We can rearrange the two expressions for \(x\) and \(y\) to express \(x\) and \(y\) in terms of \(a, b, c\): \(x = \frac{a+b}{2} \implies 2x-a = b\) \(y = \frac{b+c}{2} \implies 2y-b = c\) Now we have expressions for b and c in terms of a, x and y. \(b = 2x - a\) \(c = 2y - b\)

We will plug in the expression for \(c\) in terms of \(a, b, x\) and \(y\) into the first identity: \(\frac{a}{x}+\frac{c}{y}=2 \implies \frac{a}{x}+\frac{2y-b}{y}=2\) Now, replace \(b\) with the expression we derived in step 2: \(\frac{a}{x}+\frac{2y-(2x-a)}{y}=2 \implies \frac{a}{x}+\frac{2y-2x+a}{y}=2\) Now, simplify the fraction and clear the denominators: \(\frac{a}{x}+\frac{a+2(y-x)}{y}=2 \implies ay + x(a+2(y-x)) = 2xy\) Expand and simplify: \(ay + ax + 2xy - 2x^2 = 2xy \implies a(x+y) = 2x^2\) By the expressions from Step 1, \(a+b\) and \(b+c\) are both equal to \(2x, 2y\). So, \(a+b = 2x \implies x+y=a+b \implies a(x+y)=2x^2\) Therefore, the first identity is proven.
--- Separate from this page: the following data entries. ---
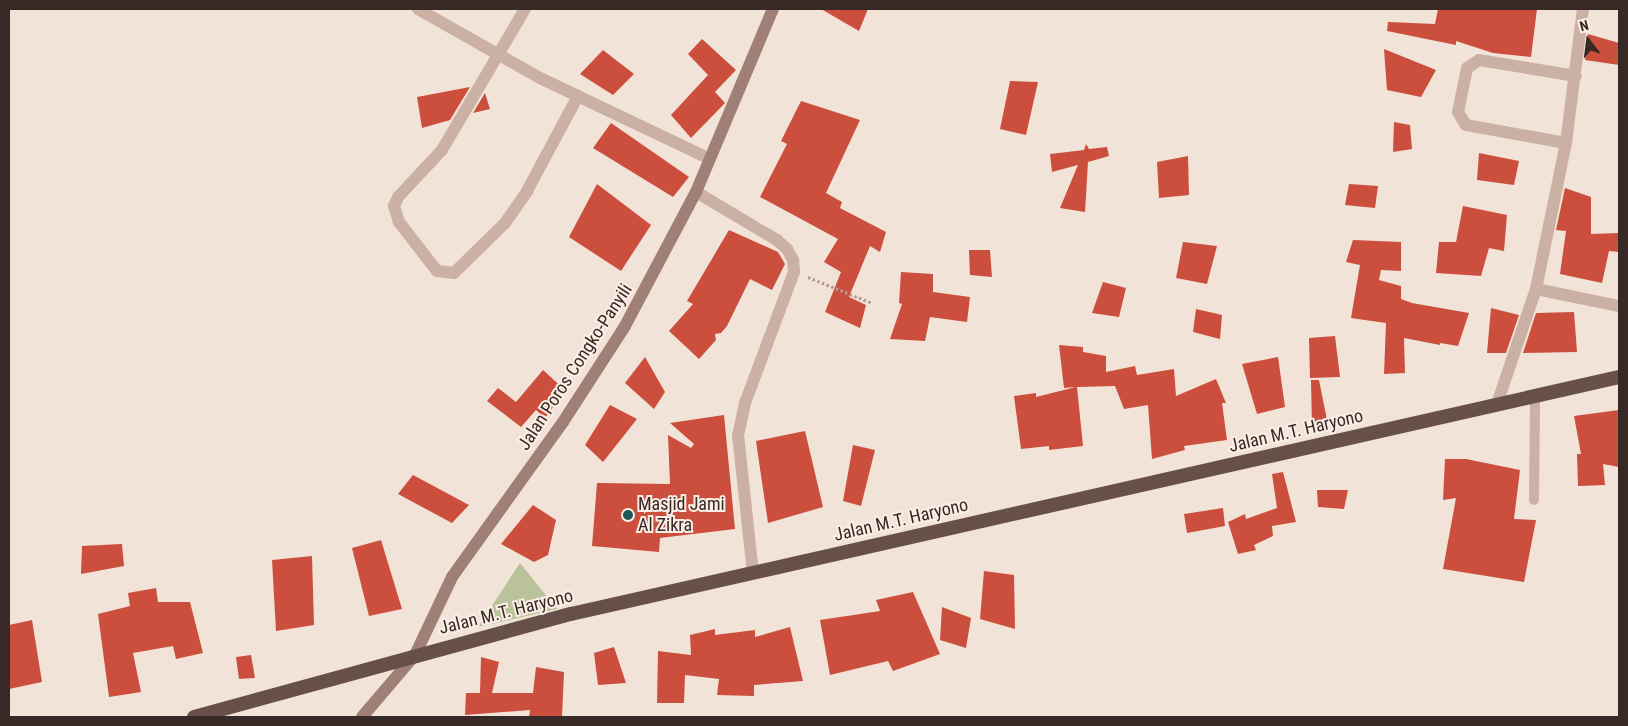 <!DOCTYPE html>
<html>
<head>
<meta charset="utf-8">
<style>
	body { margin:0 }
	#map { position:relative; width:1628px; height:726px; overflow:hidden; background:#f2e3d9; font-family:"Roboto Condensed",sans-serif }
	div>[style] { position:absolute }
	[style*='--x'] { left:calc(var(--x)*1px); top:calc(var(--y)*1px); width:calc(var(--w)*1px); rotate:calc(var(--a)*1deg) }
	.green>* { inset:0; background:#b9c298 }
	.building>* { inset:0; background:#cc4e3d }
	.path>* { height:3px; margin-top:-1.5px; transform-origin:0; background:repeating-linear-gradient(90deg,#b79b8e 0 2.5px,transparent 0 5px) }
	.service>* { height:10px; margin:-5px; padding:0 5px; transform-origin:5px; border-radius:5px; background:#cbb1a4 }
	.minor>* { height:12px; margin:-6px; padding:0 6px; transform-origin:6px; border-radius:6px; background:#cbb1a4 }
	.secondary>* { height:12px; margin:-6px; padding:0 6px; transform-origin:6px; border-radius:6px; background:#9f7f76 }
	.trunk>* { height:14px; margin:-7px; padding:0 7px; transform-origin:7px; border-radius:7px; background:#68504a }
	.dots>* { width:14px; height:14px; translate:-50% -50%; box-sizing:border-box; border:2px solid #faeee5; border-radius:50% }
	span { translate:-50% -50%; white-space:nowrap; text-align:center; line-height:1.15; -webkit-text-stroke:4px #faeee5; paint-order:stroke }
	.street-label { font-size:18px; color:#362926 }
	.poi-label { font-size:18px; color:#362926 }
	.left { translate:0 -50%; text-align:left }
	.frame { position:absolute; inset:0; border:10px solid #362926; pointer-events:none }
	.north { position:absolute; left:1563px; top:15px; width:50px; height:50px; -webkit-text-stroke:4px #faeee5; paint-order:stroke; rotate:345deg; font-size:14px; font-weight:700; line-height:20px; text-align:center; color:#362926 }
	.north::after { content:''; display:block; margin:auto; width:18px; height:22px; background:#362926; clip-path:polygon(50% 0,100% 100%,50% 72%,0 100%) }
</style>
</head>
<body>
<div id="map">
	<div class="green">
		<div style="clip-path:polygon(520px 563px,557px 609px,478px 627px)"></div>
	</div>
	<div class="building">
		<div style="clip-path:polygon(821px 9px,868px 9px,859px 31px)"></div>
		<div style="clip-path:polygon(1438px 9px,1537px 9px,1531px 57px,1493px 53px,1456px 41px,1456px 45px,1387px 31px,1388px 22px,1435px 24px)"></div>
		<div style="clip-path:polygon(1588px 34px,1619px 43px,1619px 65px,1585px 60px)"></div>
		<div style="clip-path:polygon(702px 39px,736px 70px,715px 92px,725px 103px,691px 138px,671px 115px,708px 75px,688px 54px)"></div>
		<div style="clip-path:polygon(1384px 49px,1436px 70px,1421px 97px,1387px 90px)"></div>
		<div style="clip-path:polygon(603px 50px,634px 74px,613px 95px,580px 74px)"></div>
		<div style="clip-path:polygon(1010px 81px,1038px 82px,1026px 135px,1000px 129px)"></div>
		<div style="clip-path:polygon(470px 87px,450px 120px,422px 128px,417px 97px)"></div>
		<div style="clip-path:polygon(485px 93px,490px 109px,473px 113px)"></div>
		<div style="clip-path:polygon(801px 101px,860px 120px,826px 193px,842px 202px,840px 208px,886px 232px,880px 252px,870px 246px,849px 297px,866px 305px,860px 328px,825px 312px,841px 272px,824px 262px,838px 239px,760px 197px,787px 144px,781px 141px)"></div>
		<div style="clip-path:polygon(1394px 122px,1410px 125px,1412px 149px,1393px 152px)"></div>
		<div style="clip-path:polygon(611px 123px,689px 177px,673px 197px,593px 148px)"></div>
		<div style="clip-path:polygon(1086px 144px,1089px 149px,1107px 147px,1109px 156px,1088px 162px,1085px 212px,1060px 208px,1078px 165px,1052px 172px,1050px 154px,1084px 150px)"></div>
		<div style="clip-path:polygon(1479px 153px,1519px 161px,1514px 185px,1477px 180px)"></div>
		<div style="clip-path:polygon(1188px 156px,1189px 195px,1159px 198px,1157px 162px)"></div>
		<div style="clip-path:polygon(597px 184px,651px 225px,621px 271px,569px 237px)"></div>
		<div style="clip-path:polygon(1349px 184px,1378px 186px,1375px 208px,1345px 205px)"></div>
		<div style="clip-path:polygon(1565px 188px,1591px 197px,1591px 234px,1619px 233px,1619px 252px,1609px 251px,1602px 283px,1560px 274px,1566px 231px,1556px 230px)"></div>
		<div style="clip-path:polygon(1463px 206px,1507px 215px,1504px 251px,1489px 248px,1481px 276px,1436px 273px,1439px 242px,1456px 242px)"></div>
		<div style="clip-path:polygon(729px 230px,778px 252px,785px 264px,772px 290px,750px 279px,727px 326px,721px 333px,715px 334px,716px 340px,699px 359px,669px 331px,693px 304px,687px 301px)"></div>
		<div style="clip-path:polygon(1353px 240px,1401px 242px,1401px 271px,1381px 270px,1379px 280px,1401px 286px,1401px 299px,1412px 303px,1469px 313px,1458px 346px,1440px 343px,1440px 345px,1404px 338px,1405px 373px,1384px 374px,1386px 323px,1351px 318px,1360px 265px,1346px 262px)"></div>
		<div style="clip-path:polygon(1183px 242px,1217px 246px,1207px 284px,1176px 278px)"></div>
		<div style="clip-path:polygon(969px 250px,990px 250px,992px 277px,970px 275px)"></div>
		<div style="clip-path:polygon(901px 272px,933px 274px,933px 292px,970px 297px,967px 322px,930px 317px,925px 341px,890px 339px,902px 304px,899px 303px)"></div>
		<div style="clip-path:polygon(1103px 282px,1126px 288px,1119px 317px,1092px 313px)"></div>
		<div style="clip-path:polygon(1491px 308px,1519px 315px,1506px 353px,1487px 353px)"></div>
		<div style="clip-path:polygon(1196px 309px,1222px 315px,1220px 339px,1193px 332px)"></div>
		<div style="clip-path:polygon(1574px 312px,1577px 352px,1523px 353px,1536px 313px)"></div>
		<div style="clip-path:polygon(1335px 336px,1340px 377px,1310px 378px,1309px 338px)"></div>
		<div style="clip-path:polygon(1059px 345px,1083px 347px,1083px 352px,1106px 356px,1106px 372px,1135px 366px,1137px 375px,1174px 369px,1176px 396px,1216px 379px,1226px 403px,1222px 403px,1227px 440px,1184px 446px,1185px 450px,1152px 459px,1148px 405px,1124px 409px,1115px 386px,1077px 387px,1083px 446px,1049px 450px,1049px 446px,1021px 449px,1014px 396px,1036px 393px,1036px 397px,1076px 387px,1064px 388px)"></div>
		<div style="clip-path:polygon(645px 357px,665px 392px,654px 409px,625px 383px)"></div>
		<div style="clip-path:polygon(1278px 357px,1285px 407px,1257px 414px,1242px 364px)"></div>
		<div style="clip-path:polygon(543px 370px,565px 390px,545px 418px,536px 410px,521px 427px,487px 401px,498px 388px,516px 402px)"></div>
		<div style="clip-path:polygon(1311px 380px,1319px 380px,1328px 425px,1312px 426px)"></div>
		<div style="clip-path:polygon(610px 405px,637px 419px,603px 462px,585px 445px)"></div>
		<div style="clip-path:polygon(1619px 410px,1619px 467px,1603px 464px,1605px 485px,1578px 486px,1577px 454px,1581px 454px,1574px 416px)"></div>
		<div style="clip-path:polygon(724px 415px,735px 529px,660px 538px,659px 552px,592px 546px,597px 483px,670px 484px,668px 435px,691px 448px,694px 444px,670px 423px)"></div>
		<div style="clip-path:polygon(805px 431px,823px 507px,768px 523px,756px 441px)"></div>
		<div style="clip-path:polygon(853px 445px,875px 450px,861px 506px,843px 501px)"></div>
		<div style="clip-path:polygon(1445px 459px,1466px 459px,1520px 470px,1514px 519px,1536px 520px,1524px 582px,1443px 569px,1456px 498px,1443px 500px)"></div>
		<div style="clip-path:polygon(1283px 472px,1296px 522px,1272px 526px,1273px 536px,1254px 545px,1256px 550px,1238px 554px,1228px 522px,1245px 514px,1246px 519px,1277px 508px,1272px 474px)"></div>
		<div style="clip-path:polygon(413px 475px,469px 505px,452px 523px,398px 494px)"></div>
		<div style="clip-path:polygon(1317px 490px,1348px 490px,1344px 509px,1318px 507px)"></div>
		<div style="clip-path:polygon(533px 505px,556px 520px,548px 555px,534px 562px,501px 544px)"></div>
		<div style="clip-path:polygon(1223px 508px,1225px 526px,1187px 533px,1184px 514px)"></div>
		<div style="clip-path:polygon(381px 540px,402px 609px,369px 616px,352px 548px)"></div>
		<div style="clip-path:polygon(122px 544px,124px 566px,81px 574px,82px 546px)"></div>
		<div style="clip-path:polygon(312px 556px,314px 625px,276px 631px,272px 560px)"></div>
		<div style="clip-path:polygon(984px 571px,1014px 575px,1015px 629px,980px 619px)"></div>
		<div style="clip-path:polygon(156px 588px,158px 602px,190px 602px,203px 653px,176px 659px,173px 646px,133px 653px,141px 692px,109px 697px,98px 614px,130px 606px,128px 593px)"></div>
		<div style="clip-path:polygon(913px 592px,940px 654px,893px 671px,888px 661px,830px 675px,820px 620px,880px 611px,876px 600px)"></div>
		<div style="clip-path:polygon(942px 607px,971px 618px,966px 648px,940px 640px)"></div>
		<div style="clip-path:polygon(32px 620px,42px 682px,9px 689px,9px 625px)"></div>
		<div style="clip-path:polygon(790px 627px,803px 681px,754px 685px,754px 696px,717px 695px,719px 679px,685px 675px,684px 703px,657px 703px,658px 651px,691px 655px,690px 635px,715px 629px,715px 635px,755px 630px,755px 637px)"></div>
		<div style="clip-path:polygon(614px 647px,626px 683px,598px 685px,594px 653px)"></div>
		<div style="clip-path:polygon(251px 655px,255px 678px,239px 679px,236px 657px)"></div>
		<div style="clip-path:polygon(481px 657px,499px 662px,492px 693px,533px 693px,536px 667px,564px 672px,562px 717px,529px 717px,530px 710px,465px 715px,466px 693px,480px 693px)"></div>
	</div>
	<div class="path">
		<div style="--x:808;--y:277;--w:69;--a:22.1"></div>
	</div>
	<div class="service">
		<div style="--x:1534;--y:500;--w:103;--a:-89.4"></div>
	</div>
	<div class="minor">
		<div style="--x:418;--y:9;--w:140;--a:29.5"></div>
		<div style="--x:540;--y:78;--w:188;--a:25.5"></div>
		<div style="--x:525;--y:9;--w:164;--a:120.5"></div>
		<div style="--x:442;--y:150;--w:64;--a:133.1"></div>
		<div style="--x:398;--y:197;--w:10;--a:114"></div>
		<div style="--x:394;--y:206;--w:17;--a:73"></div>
		<div style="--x:399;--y:222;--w:62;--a:52.2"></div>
		<div style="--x:437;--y:271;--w:17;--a:7"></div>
		<div style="--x:454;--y:273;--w:71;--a:-44.4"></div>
		<div style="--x:505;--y:223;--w:39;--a:-55"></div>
		<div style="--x:527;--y:191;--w:108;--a:-61.8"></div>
		<div style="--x:1566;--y:143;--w:102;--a:-169.8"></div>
		<div style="--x:1466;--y:125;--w:15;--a:-122"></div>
		<div style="--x:1458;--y:112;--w:45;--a:-78.4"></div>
		<div style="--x:1467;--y:68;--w:14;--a:-34"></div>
		<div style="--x:1479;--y:60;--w:98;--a:9.4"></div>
		<div style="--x:696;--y:192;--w:94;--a:30.7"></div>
		<div style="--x:777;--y:240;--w:13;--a:42"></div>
		<div style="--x:787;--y:249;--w:13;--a:61"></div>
		<div style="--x:793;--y:260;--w:12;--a:85"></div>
		<div style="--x:794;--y:272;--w:140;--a:110.5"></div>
		<div style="--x:745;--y:403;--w:33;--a:102"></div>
		<div style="--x:738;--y:435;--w:139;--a:83.8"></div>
		<div style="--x:1536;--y:289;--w:85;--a:11.6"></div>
		<div style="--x:1497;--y:404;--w:121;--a:-71.3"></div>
		<div style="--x:1536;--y:289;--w:149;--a:-78.4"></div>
		<div style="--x:1566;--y:143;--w:135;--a:-82.8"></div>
	</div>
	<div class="secondary">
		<div style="--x:362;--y:717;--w:82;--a:-49.5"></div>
		<div style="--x:415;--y:655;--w:86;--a:-64.6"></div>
		<div style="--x:452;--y:577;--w:191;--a:-54.4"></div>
		<div style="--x:563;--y:422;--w:114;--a:-57.1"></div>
		<div style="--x:625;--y:326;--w:152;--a:-62.1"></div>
		<div style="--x:696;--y:192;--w:199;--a:-67.2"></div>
	</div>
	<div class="trunk">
		<div style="--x:194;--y:717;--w:391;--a:-15.3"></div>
		<div style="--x:571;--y:614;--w:1074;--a:-12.74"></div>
	</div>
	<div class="dots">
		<div style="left:628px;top:515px;background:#1a5955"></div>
	</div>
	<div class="street-label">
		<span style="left:575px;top:367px;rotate:-57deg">Jalan Poros Congko-Panyili</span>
		<span style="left:1296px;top:431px;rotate:-13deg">Jalan M.T. Haryono</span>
		<span style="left:901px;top:520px;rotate:-13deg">Jalan M.T. Haryono</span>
		<span style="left:506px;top:612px;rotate:-14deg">Jalan M.T. Haryono</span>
	</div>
	<div class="poi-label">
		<span class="left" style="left:638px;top:515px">Masjid Jami<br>Al Zikra</span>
	</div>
	<div class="frame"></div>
	<div class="north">N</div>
</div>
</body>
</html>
Again, we will plug in the expression for \(b\) and \(c\) in terms of \(a, x\) and \(y\) into the second identity: \(\frac{1}{x}+\frac{1}{y}=\frac{2}{b} \implies \frac{1}{x}+\frac{1}{y}=\frac{2}{2x-a}\) Now, simplify and clear the denominators: \(2(2x-a)+x(2x-a)=2xy\) Expand and simplify: \(4x-2a+2x^2-ax=2xy\) Using the expression for \(c\), we can replace \(c\) with \(2y-b\) and \(b\) with \(2x-a\): \(c = 2y-b \implies b+c=2y\implies 2x-a+2y-b=2y \implies -2a+2x^2-ax=2xy\) Compare this equality to the one we derived: \(4x-2a+2x^2-ax=2xy \implies -2a+2x^2-ax=2xy\) Both expressions are equal, hence the second identity is proven. In conclusion, the given identities \(\frac{a}{x}+\frac{c}{y}=2\) and \(\frac{1}{x}+\frac{1}{y}=\frac{2}{b}\) are proven to be true.